If you oppose the resurrection of Iroquois Beer, you can sign a petition right here.  460 people thus far have signed.  The petition’s sponsors have argued that the revival of the Iroquois Beer brand, by “referencing a living people,” is “harmful to Native nations and Native peoples.” Furthermore,

“In an era where sports teams across the nation are retiring Native themed mascots, such as the Cleveland Indians decision to remove Chief Wahoo as their mascot, Community Beer Works is moving Buffalo a step backwards by reintroducing a product that appropriates and profits off of the name of a vital, living group of Native people, people who are neighbors to Buffalo, to Buffolonians [sic.], and to Community Beer Works. People who are the original inhabitants of the land where your offices and brewery are located. Haudenosaunee (Iroquois) peoples and nations contribute to the vitality of the region and serve as some of largest economic contributors and employers in the region. To reduce Haudenosaunee nations and peoples to a brand, a stereotype, ignores the positive impacts they have on the Buffalo community and the larger Western New York region.”

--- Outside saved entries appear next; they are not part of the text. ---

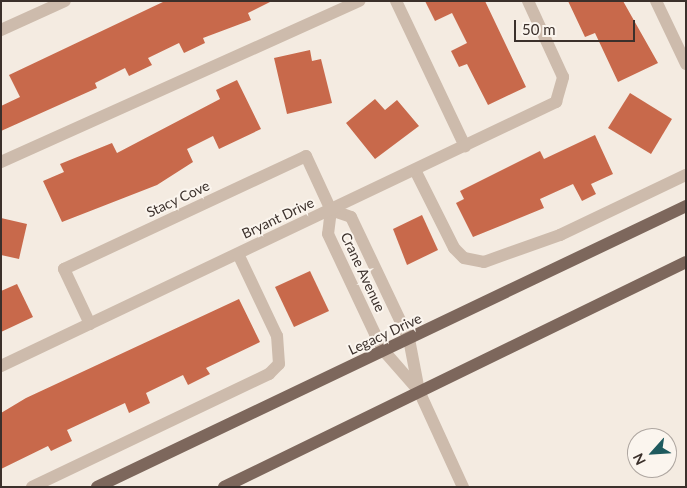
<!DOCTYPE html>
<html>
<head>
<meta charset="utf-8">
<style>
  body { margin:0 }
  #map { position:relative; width:687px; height:488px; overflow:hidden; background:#f4ebe1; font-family:Lato,sans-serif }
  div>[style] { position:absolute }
  .building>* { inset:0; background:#c8694b }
  .minor>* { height:12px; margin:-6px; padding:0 6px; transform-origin:6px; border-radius:6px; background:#cdbbac }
  .major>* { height:12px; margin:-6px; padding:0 6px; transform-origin:6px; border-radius:6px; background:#7d675c }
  span { translate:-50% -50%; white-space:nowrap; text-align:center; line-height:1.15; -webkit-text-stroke:4px #fbf5ee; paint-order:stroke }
  .street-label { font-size:14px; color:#3b302b }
  .frame { position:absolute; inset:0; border:2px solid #3b302b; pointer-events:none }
  .north { position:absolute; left:627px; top:428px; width:50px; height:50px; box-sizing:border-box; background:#fbf5ee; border:1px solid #aea6a0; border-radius:50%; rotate:244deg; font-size:14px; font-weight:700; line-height:20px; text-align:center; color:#3b302b }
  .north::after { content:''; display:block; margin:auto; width:18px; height:22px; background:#1f5a5e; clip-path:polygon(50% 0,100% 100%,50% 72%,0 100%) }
  .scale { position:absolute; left:514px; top:20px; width:121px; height:22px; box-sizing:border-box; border:2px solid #3b302b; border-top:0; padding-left:6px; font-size:15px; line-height:18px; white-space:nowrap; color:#3b302b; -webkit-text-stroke:4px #fbf5ee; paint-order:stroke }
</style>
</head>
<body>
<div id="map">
  <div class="building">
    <div style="clip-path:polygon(165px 1px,272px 1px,248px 13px,251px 20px,203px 38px,205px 43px,184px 53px,179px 43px,148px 58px,152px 65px,129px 76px,125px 68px,95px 83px,97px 88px,1px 131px,1px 106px,20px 97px,9px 75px)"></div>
    <div style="clip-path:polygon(425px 1px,485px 1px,526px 87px,488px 105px,467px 64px,459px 67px,451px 51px,467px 43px,452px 13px,435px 21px)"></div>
    <div style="clip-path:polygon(568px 1px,623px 1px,658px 63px,618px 82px,595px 33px,585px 37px)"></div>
    <div style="clip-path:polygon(310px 50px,312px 61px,321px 59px,332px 103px,287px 114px,274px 58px)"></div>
    <div style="clip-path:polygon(237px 80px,261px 129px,219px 149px,213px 136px,187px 149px,193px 162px,157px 185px,62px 222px,43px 181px,64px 172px,60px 164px,112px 143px,117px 153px,220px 99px,216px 90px)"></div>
    <div style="clip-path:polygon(630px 93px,672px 119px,651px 154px,608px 128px)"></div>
    <div style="clip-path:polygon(375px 99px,385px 110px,397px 100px,419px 126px,375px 159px,346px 123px)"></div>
    <div style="clip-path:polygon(595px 135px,613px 174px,591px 184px,596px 194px,582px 201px,573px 184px,540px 199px,544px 208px,473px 237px,456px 203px,464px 199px,460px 191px,540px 151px,544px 159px)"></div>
    <div style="clip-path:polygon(422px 215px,438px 250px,407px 265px,393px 229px)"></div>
    <div style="clip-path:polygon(1px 218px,27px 224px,19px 259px,1px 255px)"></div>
    <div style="clip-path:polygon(310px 271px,329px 311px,294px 327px,275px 287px)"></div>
    <div style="clip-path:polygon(17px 284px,33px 317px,1px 332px,1px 291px)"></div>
    <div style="clip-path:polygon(239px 299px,260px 342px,206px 368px,210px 374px,188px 385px,183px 375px,146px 393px,150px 403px,129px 413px,125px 403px,67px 430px,72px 441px,51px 451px,48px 446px,1px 469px,1px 413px,26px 398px)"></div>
  </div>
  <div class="minor">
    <div style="left:396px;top:1px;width:161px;rotate:64.6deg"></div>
    <div style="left:656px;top:1px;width:70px;rotate:64.5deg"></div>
    <div style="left:1px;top:30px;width:70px;rotate:-24.4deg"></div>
    <div style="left:1px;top:162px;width:393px;rotate:-24.2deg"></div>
    <div style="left:415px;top:170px;width:87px;rotate:63.4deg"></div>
    <div style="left:454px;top:248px;width:14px;rotate:45deg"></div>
    <div style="left:464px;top:258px;width:20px;rotate:11deg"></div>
    <div style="left:484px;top:262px;width:81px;rotate:-19.6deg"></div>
    <div style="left:560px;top:235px;width:140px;rotate:-25.5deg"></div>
    <div style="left:331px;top:210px;width:21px;rotate:19deg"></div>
    <div style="left:351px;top:217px;width:135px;rotate:64.6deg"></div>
    <div style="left:409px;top:339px;width:53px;rotate:79.1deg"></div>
    <div style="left:419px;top:391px;width:106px;rotate:65.4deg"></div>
    <div style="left:331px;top:210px;width:24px;rotate:97deg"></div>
    <div style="left:328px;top:234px;width:110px;rotate:64.8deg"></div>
    <div style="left:375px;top:334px;width:19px;rotate:62deg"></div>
    <div style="left:384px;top:351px;width:53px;rotate:48.8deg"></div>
    <div style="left:90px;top:324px;width:61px;rotate:-115.3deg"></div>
    <div style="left:64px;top:269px;width:267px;rotate:-25deg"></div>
    <div style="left:306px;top:156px;width:60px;rotate:65.2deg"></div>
    <div style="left:1px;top:366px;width:615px;rotate:-25.44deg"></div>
    <div style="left:556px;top:102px;width:26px;rotate:-74deg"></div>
    <div style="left:563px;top:77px;width:84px;rotate:-114.7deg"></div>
    <div style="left:32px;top:487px;width:263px;rotate:-25.5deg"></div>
    <div style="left:269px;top:374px;width:14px;rotate:-45deg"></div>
    <div style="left:279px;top:364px;width:28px;rotate:-94deg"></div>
    <div style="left:277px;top:336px;width:91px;rotate:-115.4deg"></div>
  </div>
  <div class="major">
    <div style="left:97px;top:487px;width:653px;rotate:-25.5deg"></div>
    <div style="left:224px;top:487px;width:514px;rotate:-25.97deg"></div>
  </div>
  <div class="street-label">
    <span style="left:178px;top:199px;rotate:-25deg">Stacy Cove</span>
    <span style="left:278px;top:218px;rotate:-25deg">Bryant Drive</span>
    <span style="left:363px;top:272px;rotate:65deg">Crane Avenue</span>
    <span style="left:385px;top:334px;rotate:-25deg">Legacy Drive</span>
  </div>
  <div class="frame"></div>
  <div class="north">N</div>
  <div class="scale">50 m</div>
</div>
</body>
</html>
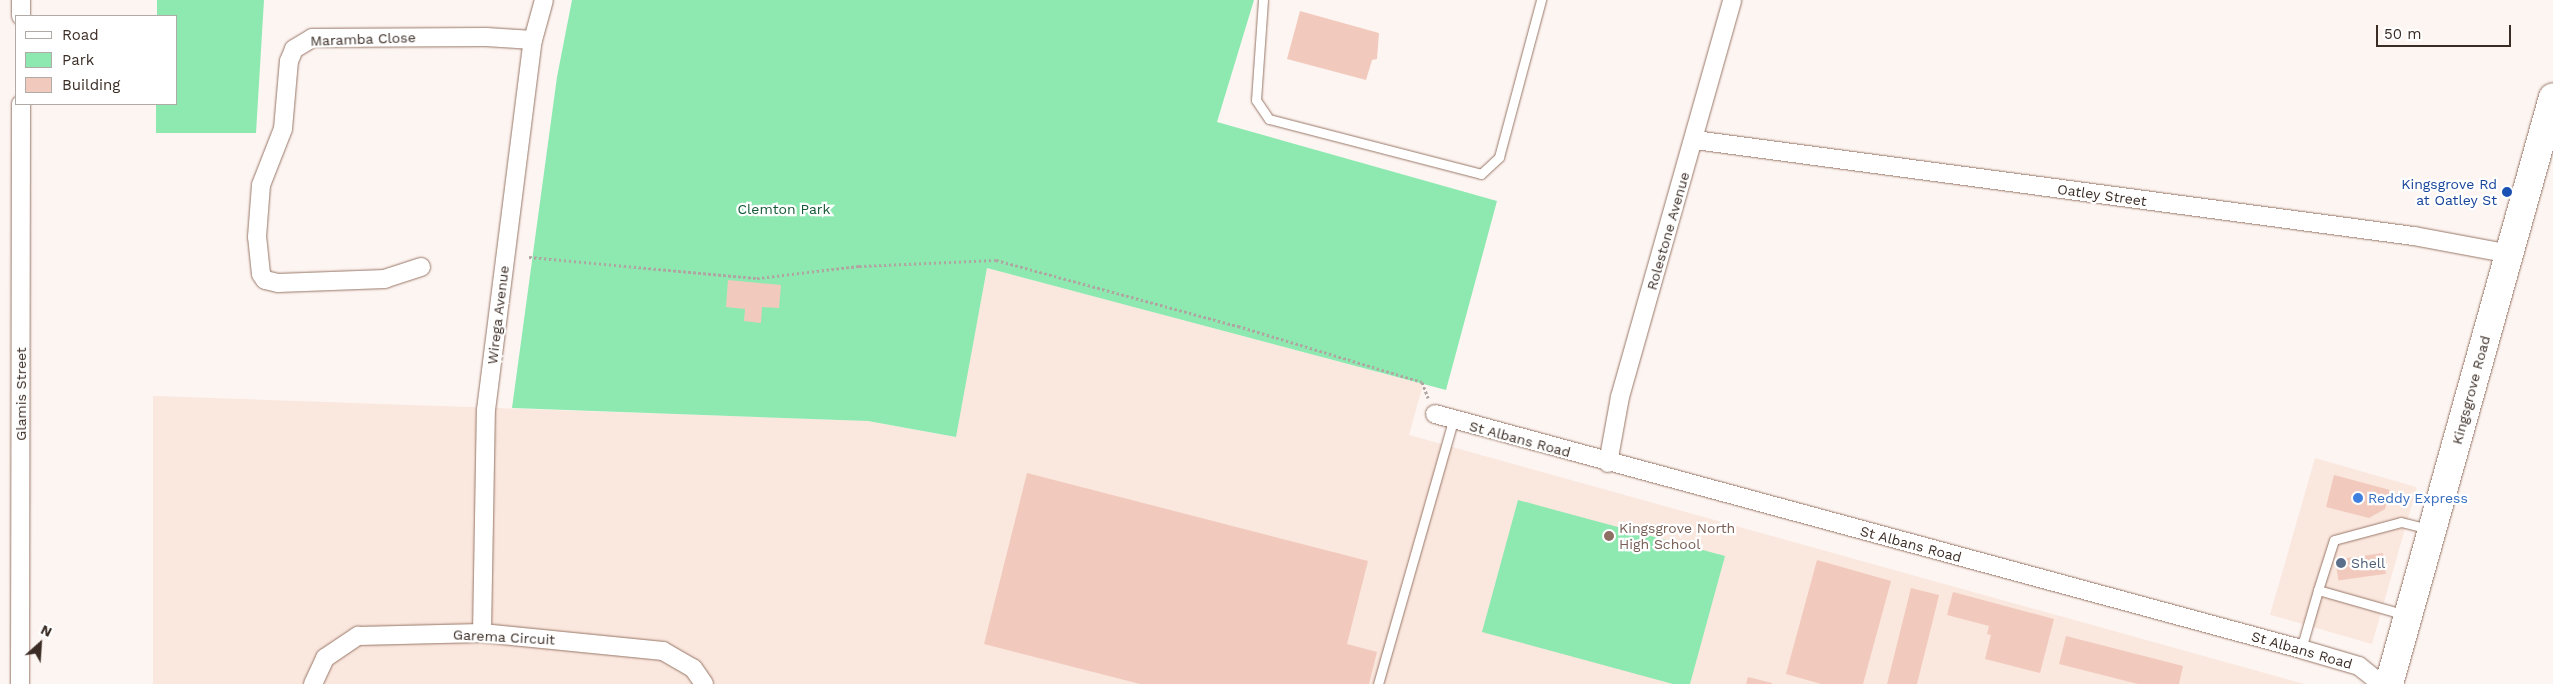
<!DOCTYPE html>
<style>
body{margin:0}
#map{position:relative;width:2553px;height:684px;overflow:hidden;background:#fdf5f2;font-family:"Work Sans",sans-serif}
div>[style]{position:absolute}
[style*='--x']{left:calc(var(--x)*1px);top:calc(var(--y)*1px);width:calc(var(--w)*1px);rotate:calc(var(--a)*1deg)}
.built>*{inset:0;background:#fae7de;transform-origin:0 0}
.green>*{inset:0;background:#8ee9b1}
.building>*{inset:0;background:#f2cabd;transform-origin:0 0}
.path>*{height:3px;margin-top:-1.5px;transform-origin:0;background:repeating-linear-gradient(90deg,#b0a6a1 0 2.5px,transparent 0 5px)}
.roads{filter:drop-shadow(0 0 1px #987666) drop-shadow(0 0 1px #987666)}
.lane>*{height:9px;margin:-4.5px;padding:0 4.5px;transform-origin:4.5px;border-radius:4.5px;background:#fff}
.street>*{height:18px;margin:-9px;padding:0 9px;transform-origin:9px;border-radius:9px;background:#fff}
.primary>*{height:28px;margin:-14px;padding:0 14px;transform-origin:14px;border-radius:14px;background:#fff}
.dots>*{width:14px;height:14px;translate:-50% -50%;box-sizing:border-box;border:2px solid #fff;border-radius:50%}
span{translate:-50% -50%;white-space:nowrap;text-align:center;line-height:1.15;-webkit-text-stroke:4.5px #fff;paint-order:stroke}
.street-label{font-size:14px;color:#3b2d26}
.transit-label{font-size:14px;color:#164399}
.right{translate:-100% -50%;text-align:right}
.park-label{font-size:14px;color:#135a36}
.shop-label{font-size:14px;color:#366cbe}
.left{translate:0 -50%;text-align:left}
.education-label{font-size:14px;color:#785e54}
.service-label{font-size:14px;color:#4e5e75}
.legend{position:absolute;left:15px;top:15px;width:162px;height:90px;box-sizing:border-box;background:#fff;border:1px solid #b1aba8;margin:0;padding:6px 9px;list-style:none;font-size:15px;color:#3b2d26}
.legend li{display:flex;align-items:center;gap:10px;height:25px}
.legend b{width:25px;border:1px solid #b1aba8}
.north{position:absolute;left:15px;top:619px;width:50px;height:50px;-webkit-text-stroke:4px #fff;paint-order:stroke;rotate:26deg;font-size:14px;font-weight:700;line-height:20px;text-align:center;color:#3b2d26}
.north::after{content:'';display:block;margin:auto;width:18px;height:22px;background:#3b2d26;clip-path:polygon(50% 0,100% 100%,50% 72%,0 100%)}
.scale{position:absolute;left:2376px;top:25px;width:135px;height:22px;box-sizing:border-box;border:2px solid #3b2d26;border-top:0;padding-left:6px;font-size:15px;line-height:18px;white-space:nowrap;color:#3b2d26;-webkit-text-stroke:4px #fff;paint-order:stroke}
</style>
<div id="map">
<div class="built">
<i style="clip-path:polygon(987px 268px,1423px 384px,1409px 435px,2304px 684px,153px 684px,153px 396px,868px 421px,955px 437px)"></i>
<i style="left:2315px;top:458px;width:106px;height:163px;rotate:16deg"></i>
</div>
<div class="green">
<i style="clip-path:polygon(157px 0,264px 0,256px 133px,156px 133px,156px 104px,176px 104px,176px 16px,157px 16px)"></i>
<i style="clip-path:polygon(572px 0,1254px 0,1217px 122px,1497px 201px,1446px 390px,987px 268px,956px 437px,868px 421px,512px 408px,557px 77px)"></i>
<i style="clip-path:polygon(1518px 500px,1725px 556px,1690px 684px,1673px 684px,1482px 632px)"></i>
</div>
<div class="building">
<i style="clip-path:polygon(1300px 11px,1379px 33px,1377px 59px,1372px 60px,1366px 80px,1287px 59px)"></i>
<i style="clip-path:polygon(728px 280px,781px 285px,779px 308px,762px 307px,761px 323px,744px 321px,745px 309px,726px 307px)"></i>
<i style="clip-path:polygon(1027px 473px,1368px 561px,1347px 644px,1377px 652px,1369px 684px,1140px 684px,984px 644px)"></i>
<i style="clip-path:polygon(2334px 475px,2390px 490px,2385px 509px,2369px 518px,2326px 507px)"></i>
<i style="left:2383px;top:553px;width:21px;height:48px;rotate:82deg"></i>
<i style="clip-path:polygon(1817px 560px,1891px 581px,1863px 684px,1821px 684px,1786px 674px)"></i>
<i style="left:1911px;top:588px;width:29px;height:99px;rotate:14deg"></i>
<i style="clip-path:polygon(1953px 592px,2054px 619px,2040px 673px,1985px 659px,1991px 635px,1987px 634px,1989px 626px,1947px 615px)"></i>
<i style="clip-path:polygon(2066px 636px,2183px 666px,2179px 684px,2138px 684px,2059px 664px)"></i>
<i style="clip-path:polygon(1748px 677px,1772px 683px,1772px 684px,1746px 684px)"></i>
</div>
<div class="path">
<i style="--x:529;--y:257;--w:229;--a:5.3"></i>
<i style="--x:757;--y:278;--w:103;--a:-6.7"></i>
<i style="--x:859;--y:266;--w:137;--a:-2.5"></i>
<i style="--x:996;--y:260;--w:251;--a:15.3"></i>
<i style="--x:1238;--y:326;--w:192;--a:16.9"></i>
<i style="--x:1422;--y:382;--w:17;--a:69"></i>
</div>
<div class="roads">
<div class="lane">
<i style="--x:1263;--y:0;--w:100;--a:94"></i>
<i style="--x:1256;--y:100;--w:23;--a:56"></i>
<i style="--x:1269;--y:119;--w:219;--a:14.5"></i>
<i style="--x:1481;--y:174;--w:25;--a:-43"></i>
<i style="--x:1499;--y:157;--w:163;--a:-75"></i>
<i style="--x:2318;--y:590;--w:52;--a:-72.3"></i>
<i style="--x:2334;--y:540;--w:69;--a:-15"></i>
<i style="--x:2401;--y:522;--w:30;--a:14"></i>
<i style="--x:2301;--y:649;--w:61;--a:-73.9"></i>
<i style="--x:2318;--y:590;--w:91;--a:15.9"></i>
<i style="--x:1378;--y:684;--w:274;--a:-74.1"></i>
</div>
<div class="street">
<i style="--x:21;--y:16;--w:16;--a:-90"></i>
<i style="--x:1695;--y:140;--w:725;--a:7.61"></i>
<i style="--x:2414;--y:236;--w:98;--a:10.6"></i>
<i style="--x:421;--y:267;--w:38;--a:162"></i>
<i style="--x:385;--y:279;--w:107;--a:177.9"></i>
<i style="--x:278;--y:283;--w:13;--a:-167"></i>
<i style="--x:265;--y:280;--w:7;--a:-124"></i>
<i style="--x:261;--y:274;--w:37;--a:-96"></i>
<i style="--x:257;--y:237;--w:52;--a:-85.6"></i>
<i style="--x:261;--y:185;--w:60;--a:-68.6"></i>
<i style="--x:283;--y:129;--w:68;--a:-85"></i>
<i style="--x:289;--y:61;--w:13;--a:-67"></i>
<i style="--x:294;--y:49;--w:21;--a:-31"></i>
<i style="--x:312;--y:38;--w:174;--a:-0.3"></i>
<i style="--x:486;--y:37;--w:47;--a:3.7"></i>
<i style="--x:1435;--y:414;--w:897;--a:15.18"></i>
<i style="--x:2301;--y:649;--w:60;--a:16.3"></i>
<i style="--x:2359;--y:666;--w:28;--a:39"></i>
<i style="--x:1608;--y:463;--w:67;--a:-79.7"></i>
<i style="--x:1620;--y:397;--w:412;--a:-74.2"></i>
<i style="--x:482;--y:633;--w:223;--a:-89"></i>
<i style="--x:486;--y:410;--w:373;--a:-82.8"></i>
<i style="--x:533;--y:40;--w:41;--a:-74.6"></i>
<i style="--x:20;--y:684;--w:580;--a:-89.9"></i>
<i style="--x:313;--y:684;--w:29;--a:-65"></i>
<i style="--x:325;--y:658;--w:40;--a:-34"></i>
<i style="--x:358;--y:636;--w:124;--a:-1.4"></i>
<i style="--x:482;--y:633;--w:182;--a:5.7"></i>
<i style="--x:663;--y:651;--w:34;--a:30"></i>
<i style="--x:693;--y:668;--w:19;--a:55"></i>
</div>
<div class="primary">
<i style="--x:2389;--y:684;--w:609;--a:-74.39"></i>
</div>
</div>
<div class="dots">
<i style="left:2507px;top:192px;background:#1a4fb4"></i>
<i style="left:2358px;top:498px;background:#3f7fe0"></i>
<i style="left:1609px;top:536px;background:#8d6e63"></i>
<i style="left:2341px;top:563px;background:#5c6f8a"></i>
</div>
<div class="street-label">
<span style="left:363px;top:39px;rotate:-2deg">Maramba Close</span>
<span style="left:2102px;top:195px;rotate:8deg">Oatley Street</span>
<span style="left:1668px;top:231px;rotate:-74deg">Rolestone Avenue</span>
<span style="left:498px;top:315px;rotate:-83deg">Wirega Avenue</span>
<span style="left:2471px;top:390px;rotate:-75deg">Kingsgrove Road</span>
<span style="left:21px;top:394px;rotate:-90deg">Glamis Street</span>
<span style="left:1520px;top:439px;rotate:15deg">St Albans Road</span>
<span style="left:1911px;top:544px;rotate:15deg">St Albans Road</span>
<span style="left:504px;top:637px;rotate:3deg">Garema Circuit</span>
<span style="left:2302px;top:650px;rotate:16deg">St Albans Road</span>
</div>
<div class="transit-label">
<span class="right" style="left:2497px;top:192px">Kingsgrove Rd<br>at Oatley St</span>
</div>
<div class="park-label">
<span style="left:784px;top:209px">Clemton Park</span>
</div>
<div class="shop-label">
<span class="left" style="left:2368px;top:498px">Reddy Express</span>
</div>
<div class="education-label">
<span class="left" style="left:1619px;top:536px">Kingsgrove North<br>High School</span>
</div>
<div class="service-label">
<span class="left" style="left:2351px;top:563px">Shell</span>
</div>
<ul class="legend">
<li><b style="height:6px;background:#fff"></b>Road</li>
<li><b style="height:14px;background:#8ee9b1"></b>Park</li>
<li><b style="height:14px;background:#f2cabd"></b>Building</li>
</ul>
<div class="north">N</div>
<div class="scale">50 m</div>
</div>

No member of any Haudenosaunee nation was consulted about the decision to bring back Iroquois Beer, and so it is disrespectful towards native nations.  Furthermore, the petition’s sponsors argue, the practice of using native images and native peoples in marketing is harmful, especially for Native American children.

“The negative effects of dehumanizing, disrespectful, and disparaging imagery and branding, such as the Iroquois beer brand, are well proven in numerous studies. . . Children suffer psychological effects that follow them through adult life at seeing dehumanizing representations and their proud nation names stolen and used for the profit of companies with no benefit to those same nations and communities. Community Beer Works is located merely two blocks from Buffalo’s Native American Magnet School, on ancestral Haudenosaunee (Iroquois) lands. The fact that Community Beer Works finds it appropriate to market and produce beer that dehumanizes students’ ancestors and living relatives, while ignoring the devastating impacts of alcohol on Native communities, is a reprehensible oversight and an embarrassing affront to the Western New York community as a whole.”

You all are invited to join in the boycott of Community Beer Works’ products, and I intend to show the document to my students, and discuss it in class.

But we will discuss the issue critically.  As Brown suggested in his wonderful book, some of this rhetoric might be a bit overblown.  Resurrecting the Iroquois brand might be harmful to children, and it might be completely “reprehensible,” but so was the recent verdict in the trial of Colten Boushie’s killer, and the recent acquittal of Raymond Cormier, accused of killing fifteen-year old Tina Fontaine.  Let’s deploy our outrage in appropriate measure. Boring a pipeline under a Native People’s principal water supply, and the growing numbers of missing and murdered indigenous women and girls, and New York State’s endless campaign to skim the cream off of any prosperity that comes to native communities, might be more reprehensible than the restoration of a nostalgia beer brand. It might be a stretch to suggest that native peoples who have survived and endured after military invasions, consecutive epidemics, coercive dispossession, forced relocation, and systematic efforts to forcibly eradicate their culture, would be seriously damaged by a new craft beer.

There are,  I tell my students, twenty-four hours in a day.  My job takes up a lot of my time, and I have a large family.  I have to choose my battles.  They will have to choose theirs as well.  The Mascot Issue, cultural appropriation–they are emotionally painful issues, but they can be remedied.  But there are other problems out there, more dangerous, more damaging, for which solutions are more elusive, and progress much more slow.  I am looking forward to this meeting in a couple of weeks.